Start of RECORDS FOR THE TASK

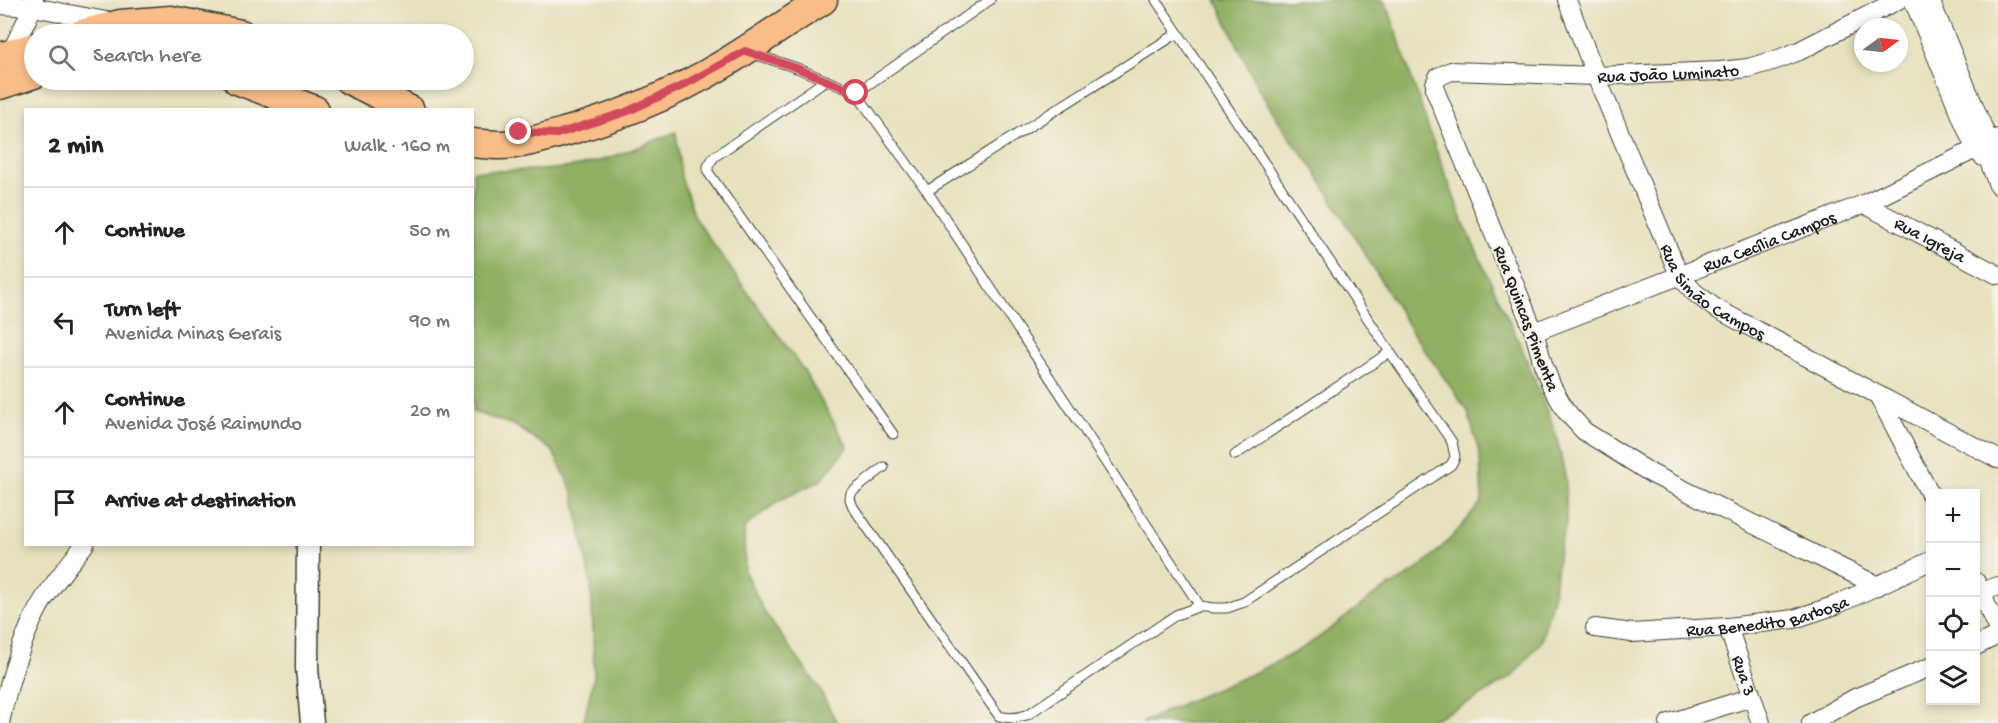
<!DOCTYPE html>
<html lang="en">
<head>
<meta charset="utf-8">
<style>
	:root { --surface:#fff; --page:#f6f6f6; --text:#222; --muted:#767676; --line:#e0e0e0 }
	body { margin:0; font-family:"Gochi Hand",sans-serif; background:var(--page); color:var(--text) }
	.controls { position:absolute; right:18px; bottom:18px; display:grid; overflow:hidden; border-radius:0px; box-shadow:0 3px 9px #0003 }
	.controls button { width:54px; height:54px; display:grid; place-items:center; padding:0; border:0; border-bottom:2px solid var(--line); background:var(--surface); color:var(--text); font:30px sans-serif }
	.compass { position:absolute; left:1854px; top:18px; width:54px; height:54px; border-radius:50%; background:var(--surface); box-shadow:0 3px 9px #0003; rotate:75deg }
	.stop { position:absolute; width:18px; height:18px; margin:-14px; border:4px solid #d1495b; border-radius:50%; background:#fff }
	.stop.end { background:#d1495b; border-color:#fff; box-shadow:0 2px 6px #0008 }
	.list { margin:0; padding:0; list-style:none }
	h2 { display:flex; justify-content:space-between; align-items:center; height:78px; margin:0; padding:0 24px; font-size:26px }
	h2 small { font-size:20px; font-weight:400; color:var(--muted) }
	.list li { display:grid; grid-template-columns:39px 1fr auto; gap:18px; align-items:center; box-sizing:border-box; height:90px; padding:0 24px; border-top:2px solid var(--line) }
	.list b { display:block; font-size:22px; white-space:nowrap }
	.list p { margin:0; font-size:20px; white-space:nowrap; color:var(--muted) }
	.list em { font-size:20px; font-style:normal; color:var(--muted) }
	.icon { flex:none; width:33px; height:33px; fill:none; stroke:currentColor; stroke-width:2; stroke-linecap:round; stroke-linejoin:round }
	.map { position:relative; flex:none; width:1998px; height:723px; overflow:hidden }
	.search { position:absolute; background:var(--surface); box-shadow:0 3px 9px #0003; left:24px; top:24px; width:450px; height:66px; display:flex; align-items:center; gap:15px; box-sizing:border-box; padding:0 21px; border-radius:33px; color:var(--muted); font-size:22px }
	.panel { position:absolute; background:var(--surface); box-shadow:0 3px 9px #0003; left:24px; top:108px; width:450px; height:438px; border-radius:0px }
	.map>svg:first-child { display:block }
	.forest { fill:#91b064; stroke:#566640; stroke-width:1.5 }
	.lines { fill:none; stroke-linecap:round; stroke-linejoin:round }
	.service-casing { stroke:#3a3a34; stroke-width:11 }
	.minor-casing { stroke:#3a3a34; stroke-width:20 }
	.tertiary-casing { stroke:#3a3a34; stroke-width:25 }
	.primary-casing { stroke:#3a3a34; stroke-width:31 }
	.service { stroke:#fff; stroke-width:9 }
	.minor { stroke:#fff; stroke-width:18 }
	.tertiary { stroke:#fff; stroke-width:22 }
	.primary { stroke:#f8bd89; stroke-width:28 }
	.route { stroke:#d1495b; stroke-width:8 }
	.labels { text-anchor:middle; stroke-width:4.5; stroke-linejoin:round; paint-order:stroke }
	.street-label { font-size:18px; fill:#1c1c1c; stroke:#f7f3e8 }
</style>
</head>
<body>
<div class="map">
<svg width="1998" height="723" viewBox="0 0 1998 723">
	<rect width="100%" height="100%" fill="#f7f3e8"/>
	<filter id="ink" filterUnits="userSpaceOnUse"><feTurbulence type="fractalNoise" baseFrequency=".0167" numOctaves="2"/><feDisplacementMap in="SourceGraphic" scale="12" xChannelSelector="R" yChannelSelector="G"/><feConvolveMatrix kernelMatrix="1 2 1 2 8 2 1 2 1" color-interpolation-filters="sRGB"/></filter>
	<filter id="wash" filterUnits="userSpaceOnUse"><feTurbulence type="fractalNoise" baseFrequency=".008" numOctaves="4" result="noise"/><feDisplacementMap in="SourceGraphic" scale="24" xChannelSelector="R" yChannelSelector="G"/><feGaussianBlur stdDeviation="1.35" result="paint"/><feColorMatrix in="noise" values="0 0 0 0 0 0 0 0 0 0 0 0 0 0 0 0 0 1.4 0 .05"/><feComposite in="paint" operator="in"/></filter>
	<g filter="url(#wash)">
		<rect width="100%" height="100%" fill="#e7e1be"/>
		<path class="forest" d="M1216,0h167l6,10 43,129 33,87 58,125 33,83 10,46v44l-7,25 -6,48 -12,45 -28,34 -39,24 -49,23h-283c51,-27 107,-44 157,-73 27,-15 49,-36 74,-54 13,-9 30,-15 43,-26 26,-20 46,-43 66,-69l-2,-45 -12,-44 -56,-80 -99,-164 -27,-36 -27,-42z
			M676,132l5,45 15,43 108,151 44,76 -28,34 -40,19 -36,28 1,44 20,41 54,75 18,35h-257l4,-3 10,-44 -1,-46 -2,-45 -18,-93 -21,-42 -38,-25 -41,-13v-241c37,-1 74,1 111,-6 31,-7 62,-21 92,-33z"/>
	</g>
	<g filter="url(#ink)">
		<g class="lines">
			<defs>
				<path id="service" d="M751,53l46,15 59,25 71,98 273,415
					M826,80l-112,77 -6,9v6l185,262
					M856,93l134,-93
					M927,191l251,-158
					M1235,455l155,-103
					M884,467l-33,26 -1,6 3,8 146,209c10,3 18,2 28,-1l149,-100 24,-9 13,2h14l17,-6 207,-137 4,-8 -3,-15 -62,-90 -234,-352"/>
				<g id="minor">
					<path id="s1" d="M1567,0l29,76 83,199 15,17 21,16 283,151"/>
					<path d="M1913,0l62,149 8,8"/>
					<path d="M1930,0l59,142 1,22 8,21"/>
					<path d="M0,5l33,2 78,15"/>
					<path d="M10,54l23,-47 1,-7"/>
					<path id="s2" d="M1864,204l134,71"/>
					<path id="s3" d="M1534,332l330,-128 134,-66"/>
					<path d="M1878,395l52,99"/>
					<path d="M1976,582l22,48"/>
					<path id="s4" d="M1878,586l-226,-112 -68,-43 -18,-20 -14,-24 -9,-23 -9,-32 -99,-242v-6l3,-7 13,-6 145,5 124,-5 28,-3 28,-8 23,-9 99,-51"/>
					<path d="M1980,593l18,-7"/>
					<path id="s5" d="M1728,627l33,96"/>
					<path id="s6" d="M1595,628l37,5 96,-6 66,-8 42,-14 94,-44"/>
					<path d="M1976,646l22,-11"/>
					<path d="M0,723c8,-38 20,-80 38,-114 13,-24 31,-44 47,-65"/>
					<path d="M1669,723l83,-26"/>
					<path d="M1811,723l44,-25 75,-31"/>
				</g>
				<path id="tertiary" d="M308,544l-1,124 5,55"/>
				<path id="primary" d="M81,34l39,-10 51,-4 70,14
					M0,57l34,-10
					M237,80l78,30
					M349,80l61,30
					M0,85l34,-11
					M472,143c10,1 19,2 28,2 24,0 49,-9 71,-15 62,-18 122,-45 175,-80 26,-17 51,-34 77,-50"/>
			</defs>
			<use href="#service" class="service-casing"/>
			<use href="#minor" class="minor-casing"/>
			<use href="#tertiary" class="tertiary-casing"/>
			<use href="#primary" class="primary-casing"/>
			<use href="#service" class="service"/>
			<use href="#minor" class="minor"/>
			<use href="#tertiary" class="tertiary"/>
			<use href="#primary" class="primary"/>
		</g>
	</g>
	<g class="lines" filter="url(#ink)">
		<path class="route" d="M519,132l38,2 69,-22 56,-26 63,-35 52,17 59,25"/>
	</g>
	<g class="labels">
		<g class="street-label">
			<text dy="6" stroke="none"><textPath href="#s4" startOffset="952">Rua João Luminato</textPath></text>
			<text dy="6" stroke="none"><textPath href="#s2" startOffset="75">Rua Igreja</textPath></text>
			<text dy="6" stroke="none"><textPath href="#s3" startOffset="252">Rua Cecília Campos</textPath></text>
			<text dy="6" stroke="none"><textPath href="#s1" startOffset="333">Rua Simão Campos</textPath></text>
			<text transform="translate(1527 318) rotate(69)" y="6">Rua Quincas Pimenta</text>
			<text dy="6" stroke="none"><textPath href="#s6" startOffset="174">Rua Benedito Barbosa</textPath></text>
			<text dy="6" stroke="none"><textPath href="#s5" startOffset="51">Rua 3</textPath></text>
		</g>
	</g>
</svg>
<div class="controls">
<button>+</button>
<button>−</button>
<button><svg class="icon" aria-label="locate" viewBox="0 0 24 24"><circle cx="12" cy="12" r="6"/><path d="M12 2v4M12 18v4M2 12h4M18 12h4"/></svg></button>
<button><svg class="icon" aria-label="layers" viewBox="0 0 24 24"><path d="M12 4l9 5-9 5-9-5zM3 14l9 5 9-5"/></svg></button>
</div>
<svg class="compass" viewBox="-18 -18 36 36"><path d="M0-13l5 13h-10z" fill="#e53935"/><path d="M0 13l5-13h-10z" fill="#767676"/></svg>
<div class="stop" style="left:856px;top:93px"></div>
<div class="stop end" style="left:519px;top:132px"></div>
<div class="search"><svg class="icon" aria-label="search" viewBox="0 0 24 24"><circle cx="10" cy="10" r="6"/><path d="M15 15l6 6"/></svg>Search here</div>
<section class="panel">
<h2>2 min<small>Walk · 160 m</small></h2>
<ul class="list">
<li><svg class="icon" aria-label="ahead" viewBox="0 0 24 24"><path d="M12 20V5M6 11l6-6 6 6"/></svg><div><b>Continue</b></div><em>50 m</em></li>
<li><svg class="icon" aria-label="left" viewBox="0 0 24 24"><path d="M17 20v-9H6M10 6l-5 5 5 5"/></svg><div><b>Turn left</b><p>Avenida Minas Gerais</p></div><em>90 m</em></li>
<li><svg class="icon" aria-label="ahead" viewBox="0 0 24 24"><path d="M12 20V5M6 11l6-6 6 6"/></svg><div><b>Continue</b><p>Avenida José Raimundo</p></div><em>20 m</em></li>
<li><svg class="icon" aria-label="arrive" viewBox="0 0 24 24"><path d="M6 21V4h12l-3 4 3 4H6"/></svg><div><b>Arrive at destination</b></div></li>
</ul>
</section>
</div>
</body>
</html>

End of RECORDS FOR THE TASK

• WORK REQUIRED
Your answer should consist of each line of the data above in which the word "feDisplacementMap" occurs.

• PROBLEM SOLUTION
	<filter id="ink" filterUnits="userSpaceOnUse"><feTurbulence type="fractalNoise" baseFrequency=".0167" numOctaves="2"/><feDisplacementMap in="SourceGraphic" scale="12" xChannelSelector="R" yChannelSelector="G"/><feConvolveMatrix kernelMatrix="1 2 1 2 8 2 1 2 1" color-interpolation-filters="sRGB"/></filter>
	<filter id="wash" filterUnits="userSpaceOnUse"><feTurbulence type="fractalNoise" baseFrequency=".008" numOctaves="4" result="noise"/><feDisplacementMap in="SourceGraphic" scale="24" xChannelSelector="R" yChannelSelector="G"/><feGaussianBlur stdDeviation="1.35" result="paint"/><feColorMatrix in="noise" values="0 0 0 0 0 0 0 0 0 0 0 0 0 0 0 0 0 1.4 0 .05"/><feComposite in="paint" operator="in"/></filter>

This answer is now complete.